It consists of 3 parts: Palace Walk, Palace of Desire, and Sugar Street; and just to make things clear, the above three titles are supposed to be names of quarters in Egypt (with "between two castles" instead of "Palace walk").
The first part introduces Ahmad Abdul-Jawad the merchant and father of 3 boys and 2 girls, and the husband of the weak degraded wife Amina.

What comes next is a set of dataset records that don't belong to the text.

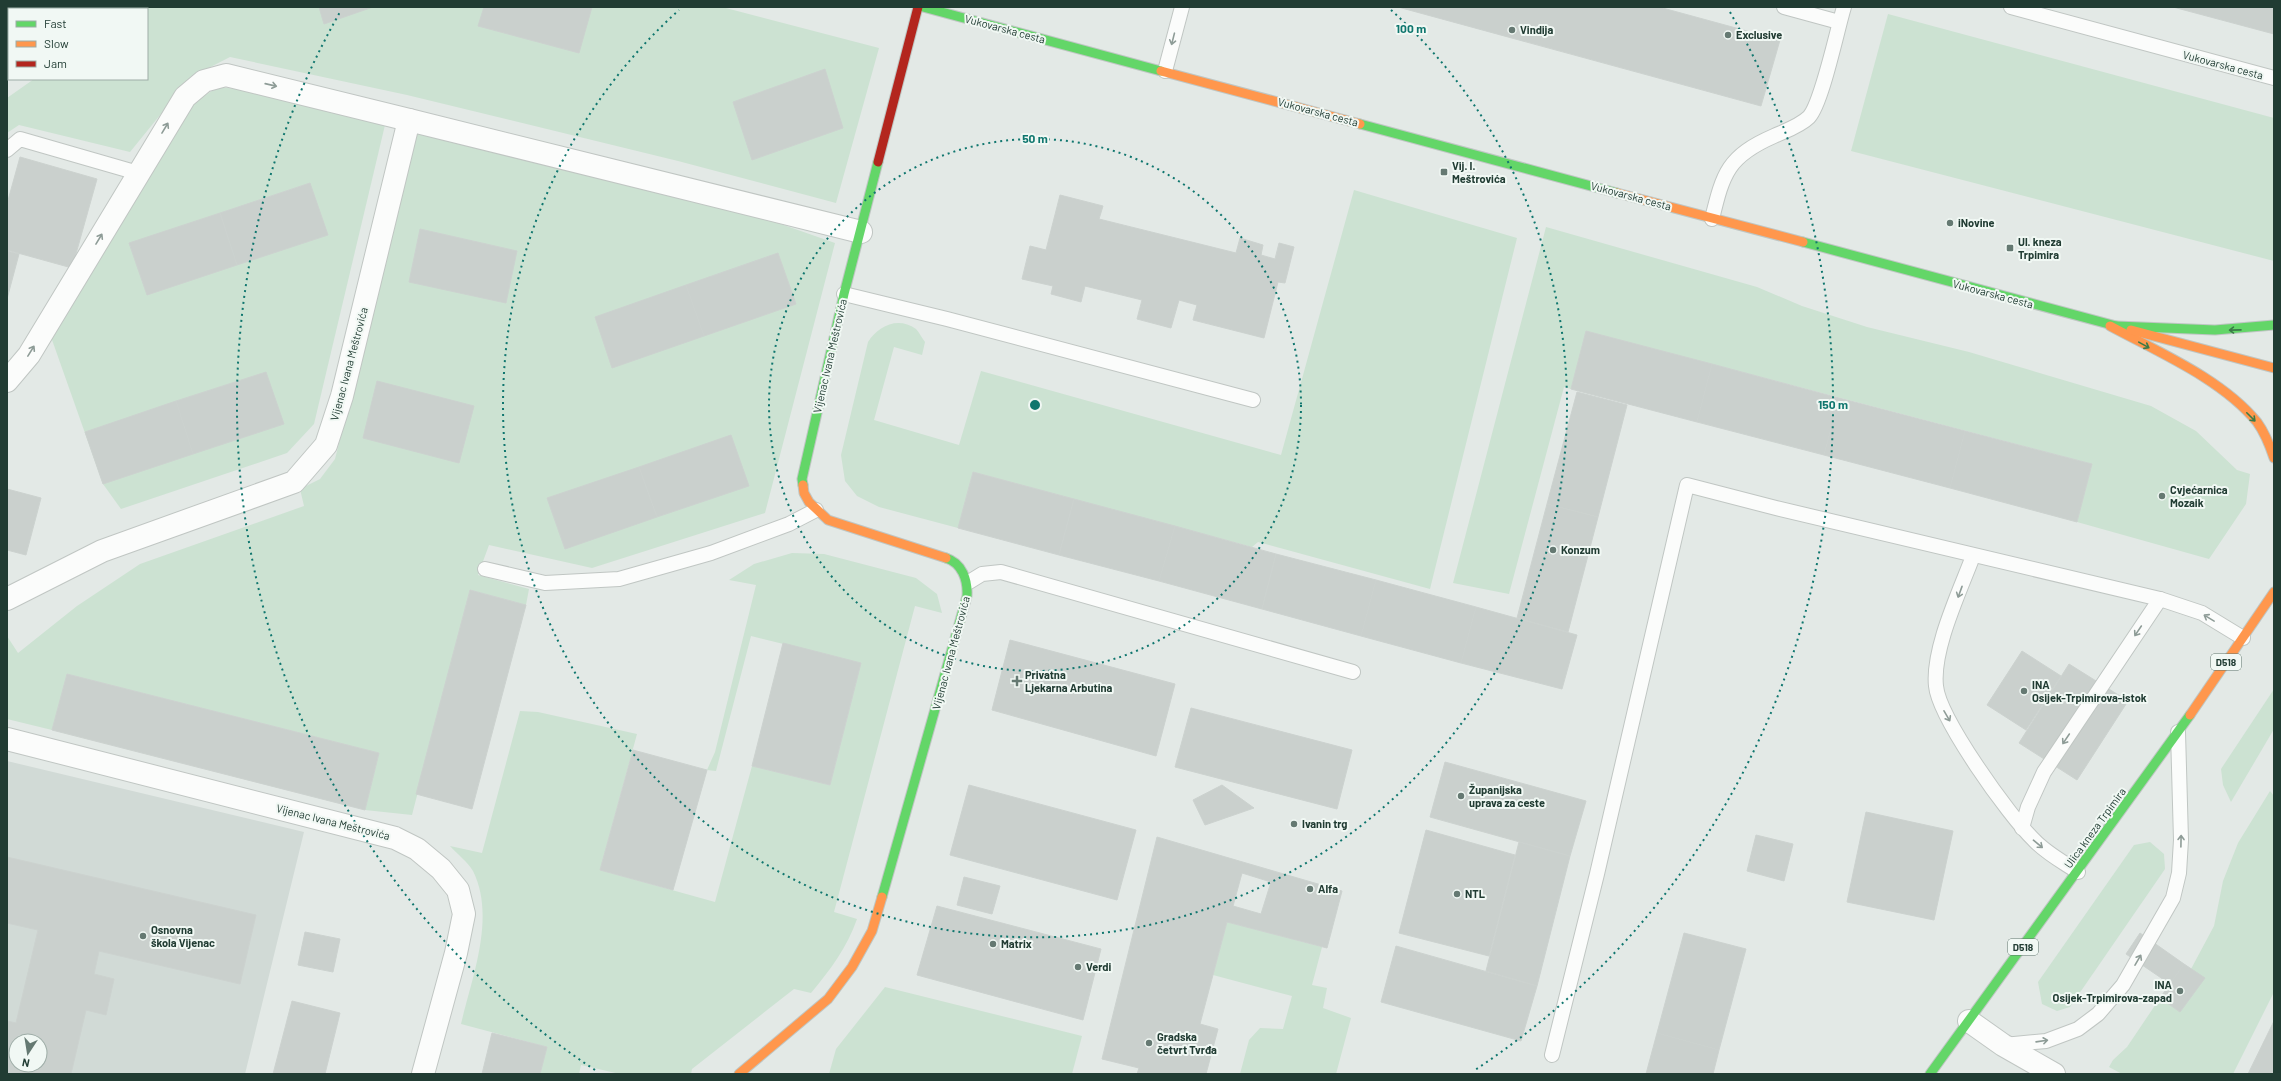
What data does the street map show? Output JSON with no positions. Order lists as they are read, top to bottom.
{
  "streets": {
    "main road": [
      "Vukovarska cesta",
      "Vijenac Ivana Meštrovića",
      "D518",
      "Ulica kneza Trpimira"
    ]
  },
  "places": {
    "other": [
      "Vindija",
      "Exclusive",
      "iNovine",
      "Cvjećarnica Mozaik",
      "Konzum",
      "INA Osijek-Trpimirova-istok",
      "Županijska uprava za ceste",
      "Ivanin trg",
      "Alfa",
      "NTL",
      "Osnovna škola Vijenac",
      "Matrix",
      "Verdi",
      "INA Osijek-Trpimirova-zapad",
      "Gradska četvrt Tvrđa"
    ],
    "transit": ["Vij. I. Meštrovića", "Ul. kneza Trpimira"],
    "health": ["Privatna Ljekarna Arbutina"]
  },
  "legend": ["Fast", "Slow", "Jam"],
  "north": "bottom",
  "rings": ["100 m", "50 m", "150 m"]
}
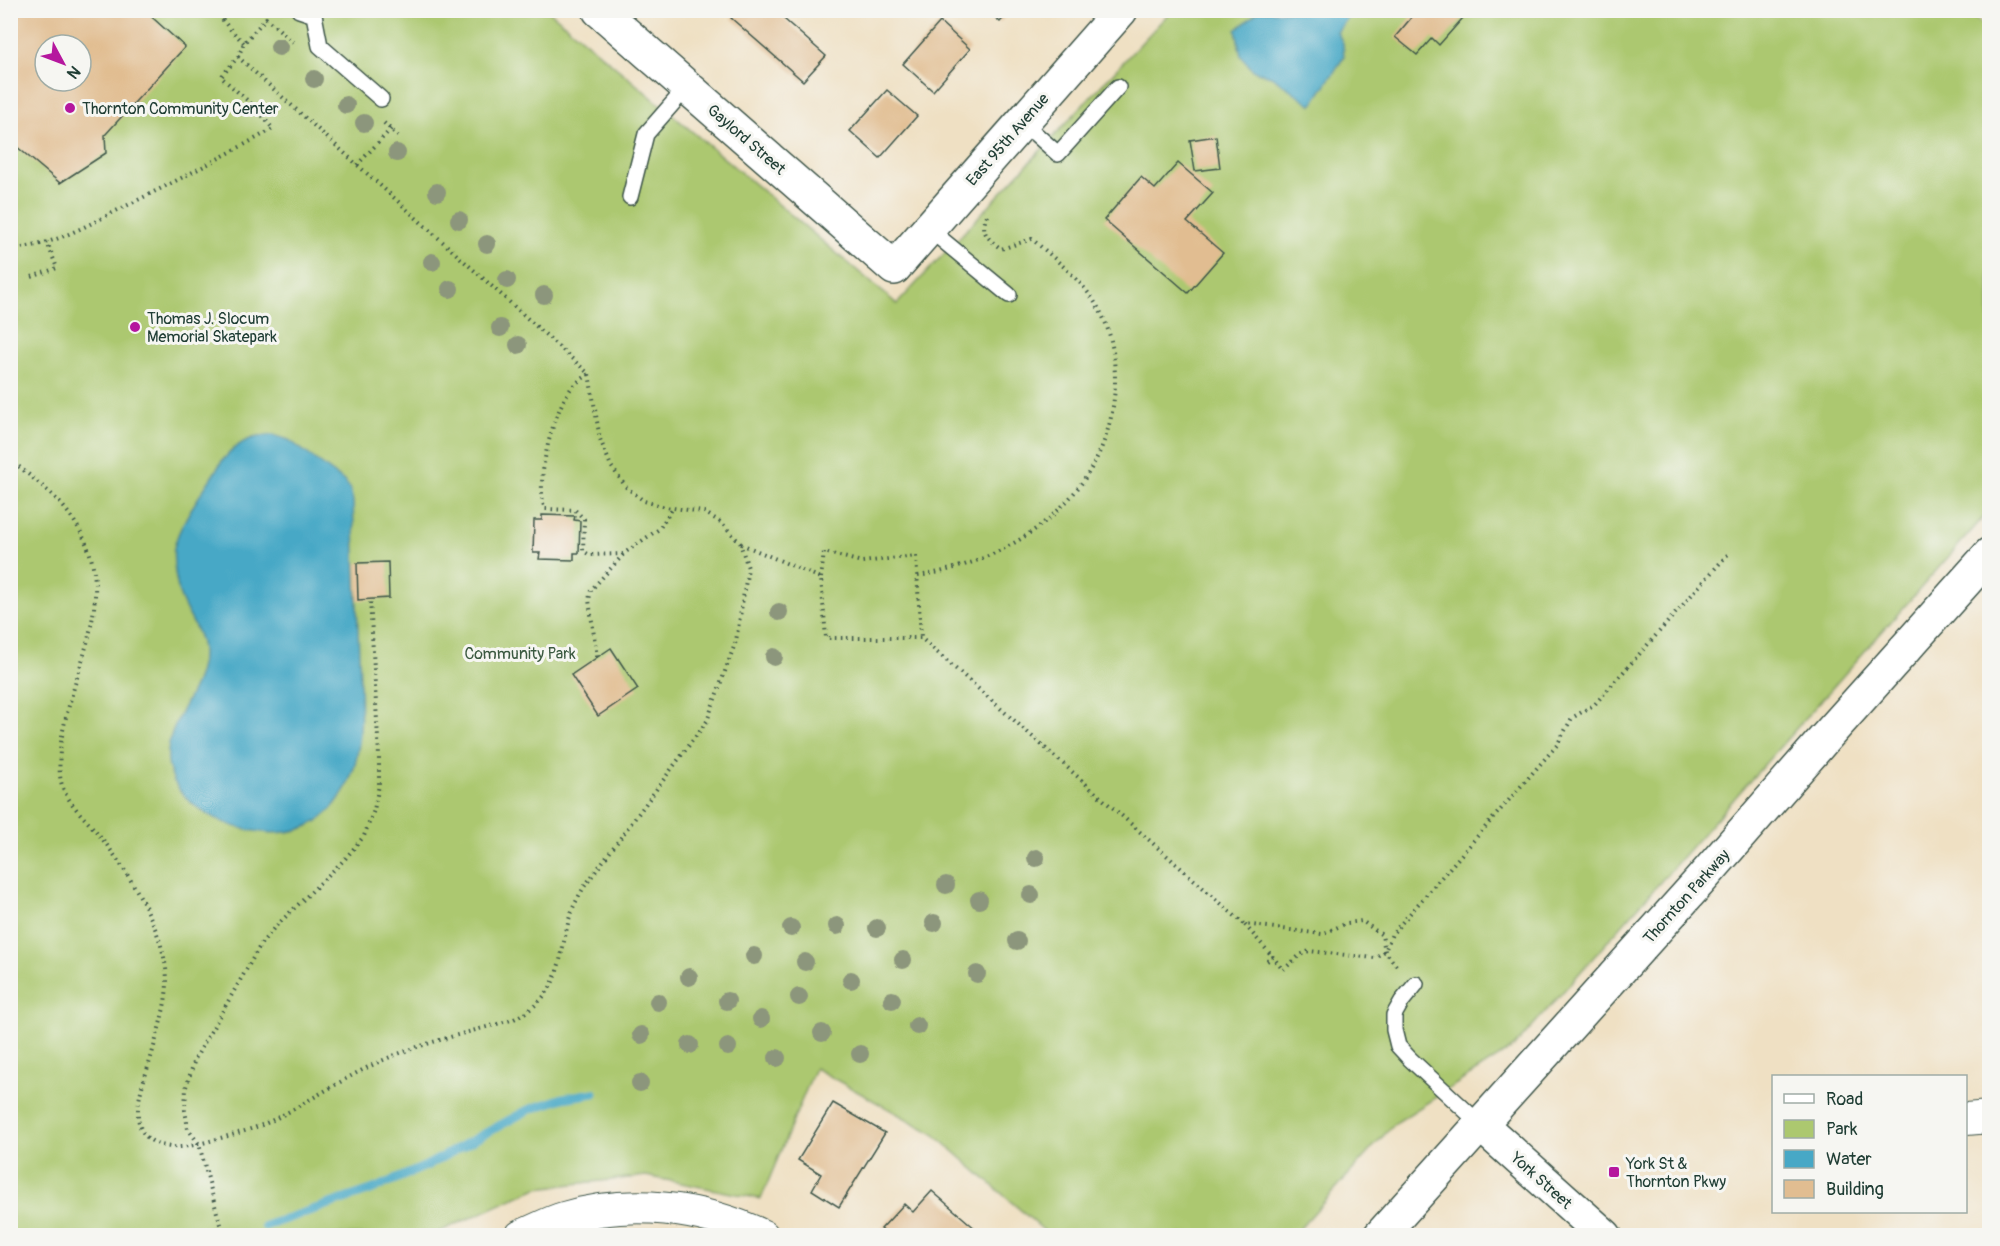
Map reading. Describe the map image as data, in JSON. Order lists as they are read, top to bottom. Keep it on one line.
{"streets":{"main road":["Gaylord Street","East 95th Avenue","Thornton Parkway","York Street"]},"crossings":[["Gaylord Street","East 95th Avenue"],["Thornton Parkway","York Street"]],"parks":["Community Park"],"places":{"other":["Thornton Community Center","Thomas J. Slocum Memorial Skatepark"],"transit":["York St & Thornton Pkwy"]},"legend":["Road","Park","Water","Building"],"north":"bottom right"}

The story really spans over the way he treated his family firmly, as opposed to his secret way of life, as a self-indulging playboy. The two elder sons play major roles in the story, one of whom is a hard working student and the other is a big time lady's man. Najib Mahfouz made a good job in expressing the two girls feelings about marriage. ... 5 stars
The second part continues from where the first stopped, and is agian a good read. It explores what happened after the dramatic occurences in the first part, and the major hero of this part is Kamal the youngest son of Abdul-Jawad. It explores his silent Platonic love with a high-class rich girl. It also explores how he turned from a fundamentalist to a total disbeliever. ... 4 stars
The third part is the one I hated the most, it seemed to me as an account promoting communism. It explores the live of the sons and grand sons of Abdul-Jawad, who can't get out of his house. Homosexuality is added to this volume as an extra. Kamal is still studying and writing about philosophy, and is still a big time disbeliever. ... 3 stars
And over all, Mahfouz does a great job in expressing the feelings of people, but the only thing I hate about his writing style is that he makes no distinction between the narrator and the hero.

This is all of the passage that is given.